Giba’s Claim: Think “I get to” versus “I have to”
Oct 7, 2021
Lately, I’ve been thinking about how to maximize my enjoyment of the time I spend on things I do not necessarily want to do. In the purest sense, what has benefitted me the most is changing my mindset from “I have to” to “I get to” when approaching any task.
As I’m currently in the first semester of my senior year, schoolwork takes up a significant portion of my time, and I often find myself not wanting to do some of it but feeling like I have to. I’ve found that this struggle of doing work—at some point—that is disinteresting or appears pointless seems to be universal to the student and human experience.
Whether it be an assignment deadline that pops up on Canvas for that one class you didn’t want to take but have to for your major, the absurd amount of data crunching ahead for that sixth Excel sheet in the semester or that seemingly pointless presentation that is due tomorrow, we all eventually grapple with doing something we don’t necessarily want to do.
I often find that “don’t want to do” plainly translates to, “this task is hard and requires significant effort, so I don’t want to do it as much.” Grappling with such a notion, I feel, is part of understanding the true nature of hard work.
How do we become interested though, willing to give the effort? I believe that part of the answer is in practicing curiosity, in approaching things in a way that will make them interesting; I believe anything can be made interesting. The answer to making something interesting does not lie in the task inherently, however. It lies in our own minds, in the simple choice I mentioned in this column’s opening.
I exercise the simple mindset shift from “I have to do this” to instead “I get to do this.”
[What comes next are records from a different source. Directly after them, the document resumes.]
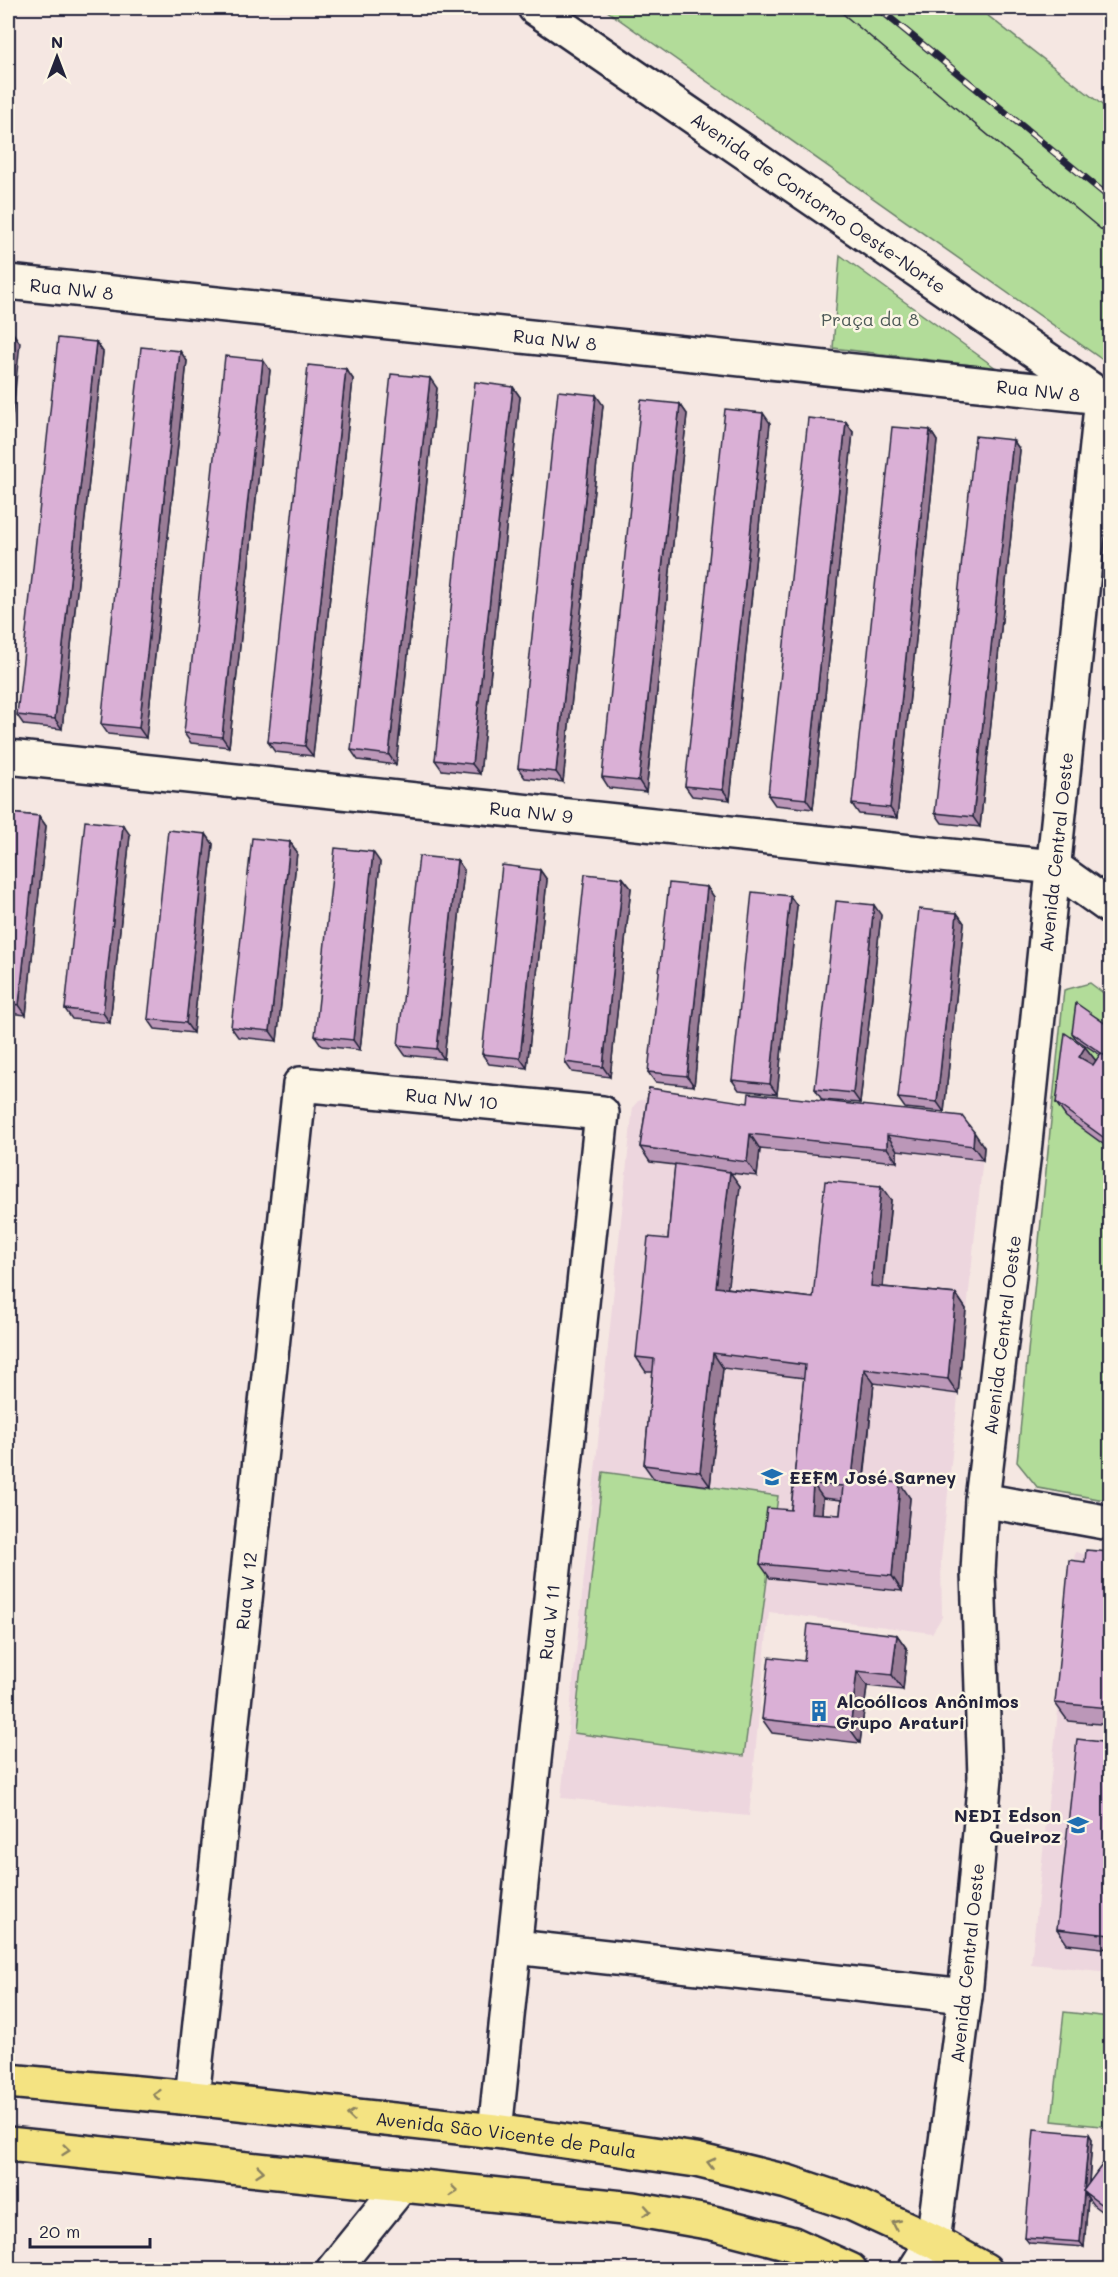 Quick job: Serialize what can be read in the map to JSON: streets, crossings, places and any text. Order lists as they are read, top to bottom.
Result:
{
  "streets": {
    "main road": ["Avenida São Vicente de Paula"],
    "street": [
      "Avenida de Contorno Oeste-Norte",
      "Rua NW 8",
      "Rua NW 9",
      "Avenida Central Oeste",
      "Rua NW 10",
      "Rua W 12",
      "Rua W 11"
    ]
  },
  "crossings": [
    ["Avenida de Contorno Oeste-Norte", "Rua NW 8"],
    ["Avenida de Contorno Oeste-Norte", "Avenida Central Oeste"],
    ["Rua NW 8", "Avenida Central Oeste"],
    ["Rua NW 9", "Avenida Central Oeste"],
    ["Avenida Central Oeste", "Avenida São Vicente de Paula"],
    ["Rua NW 10", "Rua W 12"],
    ["Rua NW 10", "Rua W 11"],
    ["Rua W 12", "Avenida São Vicente de Paula"],
    ["Rua W 11", "Avenida São Vicente de Paula"]
  ],
  "parks": ["Praça da 8"],
  "places": {
    "school or university": ["EEFM José Sarney", "NEDI Edson Queiroz"],
    "building": ["Alcoólicos Anônimos Grupo Araturi"]
  },
  "scale_bar": "20 m",
  "north": "top"
}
Just this simple act of gratitude has completely changed how I feel about my day-to-day existence in a way I cannot fully articulate, as I am currently experiencing the changes. I have struggled with this feeling of obligation, the weight of doing anything, since I started school as a child. I was looking for an antidote, and I believe I may have found it. I can feel it in my mind and body—the feeling of genuine liberation—that my brain is rewiring the way it thinks about doing anything.
I’ve found the more I remember “I get to do this,” the more commitments and classwork no longer feel like burdens. Instead, they feel like opportunities—like chances to do my best work, like moments to learn, like prospects to be present and contribute and assimilate all aspects of my life and education to the best of my ability. In a wider sense, this perspective can genuinely be applied to everything we do.
Considering the extensive global languishing and depression brought on by the pandemic, I cannot express how much this simple change—something I can control—has improved my mental health. Thinking in the pocket of this subtle psychological shift, I am so much more content and grateful for even the simplest of opportunities.
I believe this switch is foundational for cultivating a growth mindset, a mindset destined to learn abundantly and expand. I like to visualize this mantra embodied as the metaphorical WD40 to my brain’s threading needle, enhancing the tool that swiftly knits an intricately patterned network of knowledge to draw from.
It’s my personal journey to give myself the tools to enjoy whatever I am spending my time on. I know I won’t always enjoy what I am doing, but I can find solace and drive in at least remembering that I get to do it, that I get to spend time on this earth doing things—“and that,” as Robert Frost once wrote, “has made all the difference.”